→ ABOUT THIS EXERCISE: From the entries below, copy every line holding the word "index".

→ RECORDS FOR THE TASK:
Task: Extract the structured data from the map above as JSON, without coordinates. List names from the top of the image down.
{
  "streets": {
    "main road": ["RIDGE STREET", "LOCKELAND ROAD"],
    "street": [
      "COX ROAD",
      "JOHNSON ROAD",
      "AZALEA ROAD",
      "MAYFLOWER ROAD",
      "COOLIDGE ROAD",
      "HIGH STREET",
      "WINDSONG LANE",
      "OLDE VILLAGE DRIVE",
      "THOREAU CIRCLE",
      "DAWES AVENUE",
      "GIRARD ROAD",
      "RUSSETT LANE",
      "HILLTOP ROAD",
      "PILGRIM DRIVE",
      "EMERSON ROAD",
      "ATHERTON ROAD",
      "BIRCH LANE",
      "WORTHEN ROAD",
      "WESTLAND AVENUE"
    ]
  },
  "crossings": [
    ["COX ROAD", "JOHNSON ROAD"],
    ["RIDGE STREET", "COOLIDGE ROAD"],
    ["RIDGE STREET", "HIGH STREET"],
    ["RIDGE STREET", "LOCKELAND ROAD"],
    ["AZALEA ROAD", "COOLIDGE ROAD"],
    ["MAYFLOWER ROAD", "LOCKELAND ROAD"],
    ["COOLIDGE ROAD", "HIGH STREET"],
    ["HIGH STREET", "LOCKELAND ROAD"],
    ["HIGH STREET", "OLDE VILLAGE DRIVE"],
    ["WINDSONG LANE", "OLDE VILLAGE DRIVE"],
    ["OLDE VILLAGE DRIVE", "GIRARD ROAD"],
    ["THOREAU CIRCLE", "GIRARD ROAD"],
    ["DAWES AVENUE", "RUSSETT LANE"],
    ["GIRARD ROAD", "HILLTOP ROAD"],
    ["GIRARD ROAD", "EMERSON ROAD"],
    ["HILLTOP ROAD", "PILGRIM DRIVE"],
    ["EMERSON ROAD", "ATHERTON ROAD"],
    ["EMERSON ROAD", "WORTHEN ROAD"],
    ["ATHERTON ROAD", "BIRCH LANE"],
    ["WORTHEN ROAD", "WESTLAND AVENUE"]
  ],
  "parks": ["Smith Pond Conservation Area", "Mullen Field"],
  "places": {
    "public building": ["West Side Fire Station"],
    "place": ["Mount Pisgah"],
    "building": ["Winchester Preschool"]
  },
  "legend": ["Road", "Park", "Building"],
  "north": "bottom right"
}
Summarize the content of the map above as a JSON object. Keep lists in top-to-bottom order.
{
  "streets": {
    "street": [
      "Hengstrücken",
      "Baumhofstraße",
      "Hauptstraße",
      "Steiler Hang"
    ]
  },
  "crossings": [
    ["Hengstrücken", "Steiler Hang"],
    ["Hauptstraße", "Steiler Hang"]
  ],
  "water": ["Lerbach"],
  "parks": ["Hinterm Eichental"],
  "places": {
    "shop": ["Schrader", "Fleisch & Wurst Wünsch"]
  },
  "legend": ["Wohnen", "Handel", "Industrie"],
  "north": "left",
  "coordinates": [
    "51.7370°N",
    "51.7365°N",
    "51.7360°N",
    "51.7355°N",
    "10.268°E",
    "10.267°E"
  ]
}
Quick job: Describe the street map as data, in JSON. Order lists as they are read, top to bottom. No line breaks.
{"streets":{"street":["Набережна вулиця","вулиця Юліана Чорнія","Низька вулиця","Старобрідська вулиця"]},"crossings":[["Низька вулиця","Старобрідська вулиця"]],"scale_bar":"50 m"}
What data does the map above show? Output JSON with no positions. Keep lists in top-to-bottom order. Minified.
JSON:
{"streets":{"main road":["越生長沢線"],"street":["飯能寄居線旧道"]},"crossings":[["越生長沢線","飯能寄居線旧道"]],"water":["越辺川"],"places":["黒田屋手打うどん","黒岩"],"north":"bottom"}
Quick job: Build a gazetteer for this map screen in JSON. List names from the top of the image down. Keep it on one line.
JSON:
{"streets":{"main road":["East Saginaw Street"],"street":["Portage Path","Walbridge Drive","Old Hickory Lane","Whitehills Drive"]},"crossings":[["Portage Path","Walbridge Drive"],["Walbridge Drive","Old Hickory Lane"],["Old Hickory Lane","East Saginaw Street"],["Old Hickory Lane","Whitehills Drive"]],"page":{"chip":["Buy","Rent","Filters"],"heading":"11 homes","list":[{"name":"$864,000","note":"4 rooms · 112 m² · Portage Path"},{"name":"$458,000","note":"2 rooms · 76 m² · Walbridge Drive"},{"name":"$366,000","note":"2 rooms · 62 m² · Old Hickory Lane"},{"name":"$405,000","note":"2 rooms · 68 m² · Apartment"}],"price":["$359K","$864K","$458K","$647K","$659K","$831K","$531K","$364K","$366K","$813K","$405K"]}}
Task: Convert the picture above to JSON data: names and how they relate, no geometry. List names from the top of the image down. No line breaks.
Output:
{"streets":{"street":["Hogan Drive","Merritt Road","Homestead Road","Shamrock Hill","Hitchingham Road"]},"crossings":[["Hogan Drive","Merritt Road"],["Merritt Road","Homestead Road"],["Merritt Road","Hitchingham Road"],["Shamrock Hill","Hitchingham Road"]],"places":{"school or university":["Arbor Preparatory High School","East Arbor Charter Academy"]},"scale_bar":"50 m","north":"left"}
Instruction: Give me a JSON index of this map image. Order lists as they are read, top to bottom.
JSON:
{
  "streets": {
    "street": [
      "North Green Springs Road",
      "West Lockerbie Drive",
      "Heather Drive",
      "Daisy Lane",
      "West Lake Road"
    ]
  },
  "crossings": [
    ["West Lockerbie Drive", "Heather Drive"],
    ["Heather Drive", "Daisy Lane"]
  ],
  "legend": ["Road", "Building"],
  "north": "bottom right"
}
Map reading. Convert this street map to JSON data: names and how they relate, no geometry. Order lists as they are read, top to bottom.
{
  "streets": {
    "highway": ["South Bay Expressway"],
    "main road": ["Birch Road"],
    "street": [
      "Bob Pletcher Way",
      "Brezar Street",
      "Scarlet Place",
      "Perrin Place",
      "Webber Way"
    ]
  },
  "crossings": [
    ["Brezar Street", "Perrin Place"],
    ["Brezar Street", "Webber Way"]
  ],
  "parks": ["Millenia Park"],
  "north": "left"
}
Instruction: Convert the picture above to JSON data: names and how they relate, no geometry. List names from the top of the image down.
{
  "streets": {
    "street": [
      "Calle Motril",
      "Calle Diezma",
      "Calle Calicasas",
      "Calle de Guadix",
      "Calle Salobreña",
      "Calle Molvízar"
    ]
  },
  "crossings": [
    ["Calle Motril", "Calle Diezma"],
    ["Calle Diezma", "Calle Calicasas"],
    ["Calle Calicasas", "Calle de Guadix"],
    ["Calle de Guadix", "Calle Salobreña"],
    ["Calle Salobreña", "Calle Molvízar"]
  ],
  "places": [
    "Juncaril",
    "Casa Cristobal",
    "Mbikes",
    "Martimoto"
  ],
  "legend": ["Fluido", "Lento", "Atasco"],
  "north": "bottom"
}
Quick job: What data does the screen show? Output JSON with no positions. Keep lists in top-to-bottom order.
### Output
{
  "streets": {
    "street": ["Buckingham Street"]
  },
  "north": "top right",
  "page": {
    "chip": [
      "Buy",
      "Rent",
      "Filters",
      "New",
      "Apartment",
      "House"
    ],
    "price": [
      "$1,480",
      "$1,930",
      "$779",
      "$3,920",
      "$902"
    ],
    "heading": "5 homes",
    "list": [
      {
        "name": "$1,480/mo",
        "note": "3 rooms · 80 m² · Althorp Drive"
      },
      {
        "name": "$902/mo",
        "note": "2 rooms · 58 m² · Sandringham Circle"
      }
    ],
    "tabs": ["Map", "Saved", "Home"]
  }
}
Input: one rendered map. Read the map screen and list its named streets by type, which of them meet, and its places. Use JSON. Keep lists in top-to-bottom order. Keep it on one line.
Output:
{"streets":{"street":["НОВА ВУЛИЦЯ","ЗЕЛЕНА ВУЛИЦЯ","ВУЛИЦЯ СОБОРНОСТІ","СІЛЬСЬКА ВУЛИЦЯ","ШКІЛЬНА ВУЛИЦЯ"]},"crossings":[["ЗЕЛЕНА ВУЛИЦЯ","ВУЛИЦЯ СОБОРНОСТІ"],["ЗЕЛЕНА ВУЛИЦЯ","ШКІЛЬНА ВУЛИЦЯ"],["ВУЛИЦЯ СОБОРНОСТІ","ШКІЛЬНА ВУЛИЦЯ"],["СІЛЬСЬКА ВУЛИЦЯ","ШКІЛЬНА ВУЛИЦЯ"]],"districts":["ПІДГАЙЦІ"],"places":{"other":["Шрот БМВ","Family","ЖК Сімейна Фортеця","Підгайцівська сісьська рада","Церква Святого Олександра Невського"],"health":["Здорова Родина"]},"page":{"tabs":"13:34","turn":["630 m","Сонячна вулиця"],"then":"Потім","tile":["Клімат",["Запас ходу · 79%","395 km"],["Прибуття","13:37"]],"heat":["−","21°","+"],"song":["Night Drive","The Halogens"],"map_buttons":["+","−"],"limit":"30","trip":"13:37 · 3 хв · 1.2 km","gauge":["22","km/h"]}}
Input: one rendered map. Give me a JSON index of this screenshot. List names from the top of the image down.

→ WRITTEN SOLUTION:
Instruction: Give me a JSON index of this map image. Order lists as they are read, top to bottom.
Input: one rendered map. Give me a JSON index of this screenshot. List names from the top of the image down.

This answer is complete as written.